[Stored data entries]

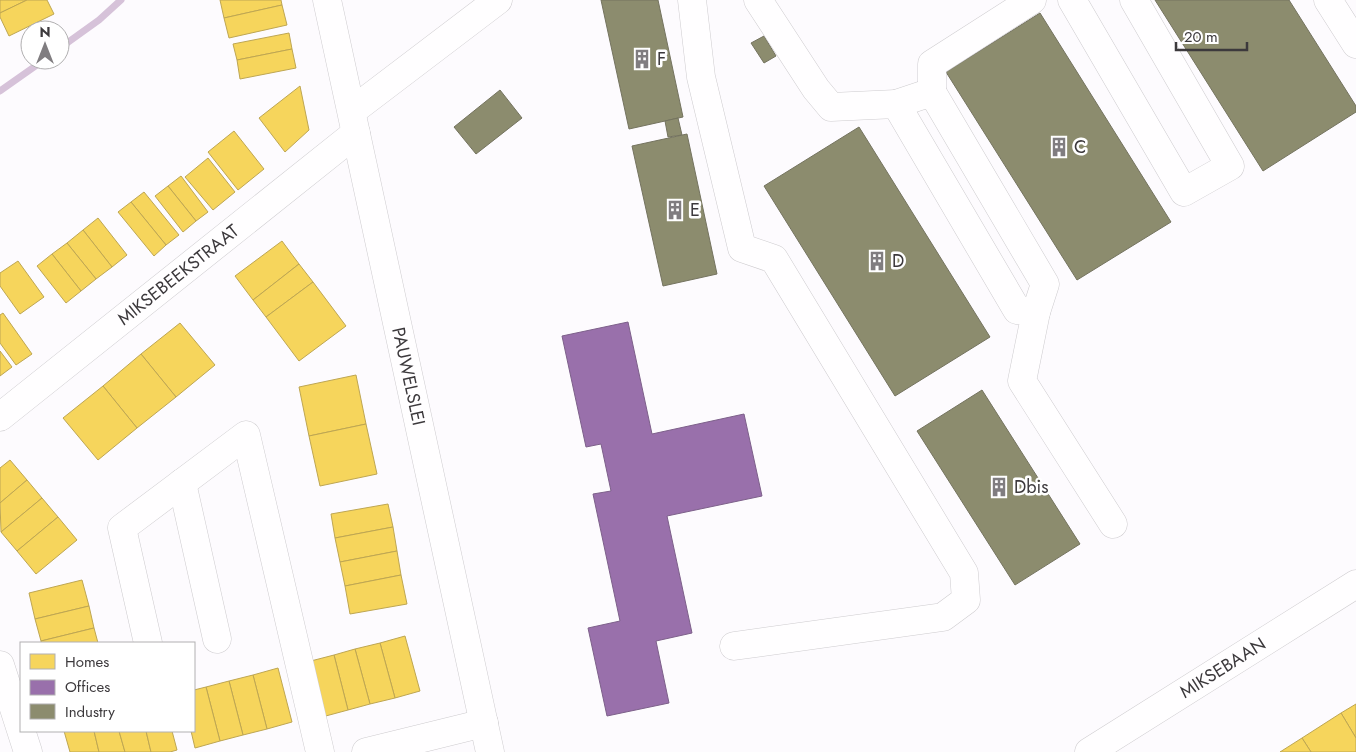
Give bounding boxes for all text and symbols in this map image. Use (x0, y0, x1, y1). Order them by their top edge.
north arrow (20, 20, 70, 70)
scale bar (1176, 20, 1247, 52)
text: N (39, 22, 51, 42)
text: 20 m (1184, 26, 1218, 48)
place label: F (657, 46, 666, 72)
building icon: F (631, 48, 653, 70)
place label: C (1074, 134, 1086, 160)
building icon: C (1048, 136, 1070, 158)
place label: E (690, 197, 700, 223)
building icon: E (664, 199, 686, 221)
street label: MIKSEBEEKSTRAAT (112, 218, 245, 331)
place label: D (892, 248, 904, 274)
building icon: D (866, 250, 888, 272)
street label: PAUWELSLEI (385, 325, 432, 428)
place label: Dbis (1014, 474, 1048, 500)
building icon: Dbis (988, 476, 1010, 498)
street label: MIKSEBAAN (1175, 631, 1271, 705)
legend (20, 642, 195, 732)
text: Homes (65, 651, 109, 673)
text: Offices (65, 676, 110, 698)
text: Industry (65, 701, 115, 723)

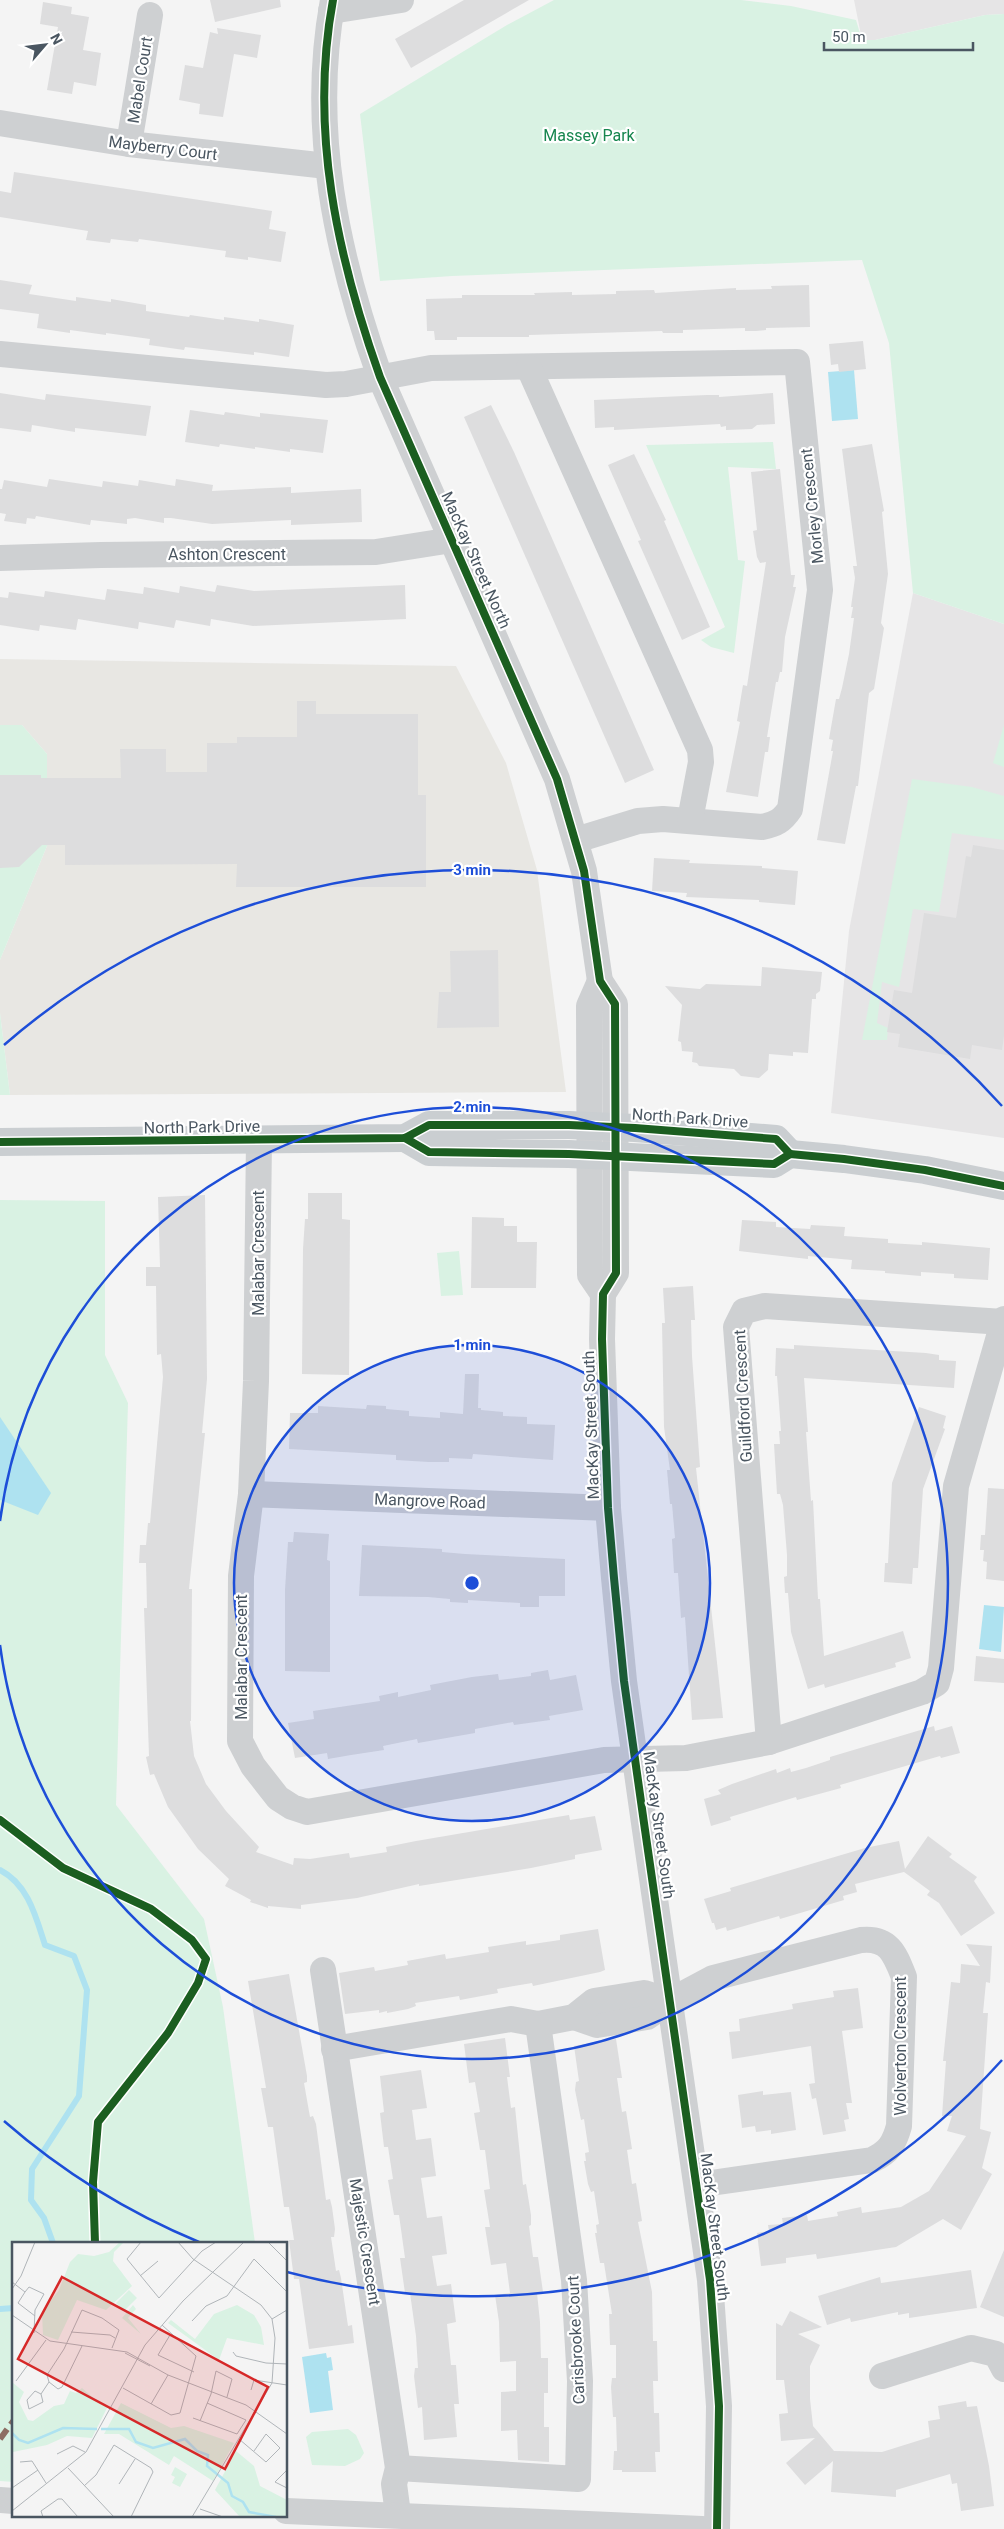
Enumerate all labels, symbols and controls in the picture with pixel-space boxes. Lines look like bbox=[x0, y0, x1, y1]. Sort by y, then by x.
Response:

• Problem details: What is needed is an exact repeat of the records, with every picture left out.

• Result of the exercise:
Give bounding boxes for all text and symbols in this map image. Use (x0, y0, x1, y1). Order them by their top edge.
north arrow (20, 20, 70, 70)
scale bar (1176, 20, 1247, 52)
text: N (39, 22, 51, 42)
text: 20 m (1184, 26, 1218, 48)
place label: F (657, 46, 666, 72)
building icon: F (631, 48, 653, 70)
place label: C (1074, 134, 1086, 160)
building icon: C (1048, 136, 1070, 158)
place label: E (690, 197, 700, 223)
building icon: E (664, 199, 686, 221)
street label: MIKSEBEEKSTRAAT (112, 218, 245, 331)
place label: D (892, 248, 904, 274)
building icon: D (866, 250, 888, 272)
street label: PAUWELSLEI (385, 325, 432, 428)
place label: Dbis (1014, 474, 1048, 500)
building icon: Dbis (988, 476, 1010, 498)
street label: MIKSEBAAN (1175, 631, 1271, 705)
legend (20, 642, 195, 732)
text: Homes (65, 651, 109, 673)
text: Offices (65, 676, 110, 698)
text: Industry (65, 701, 115, 723)

Enumerate all labels, symbols and controls in the picture with pixel-space boxes. Lines look like bbox=[x0, y0, x1, y1]. Sort by y, then by x.
Response:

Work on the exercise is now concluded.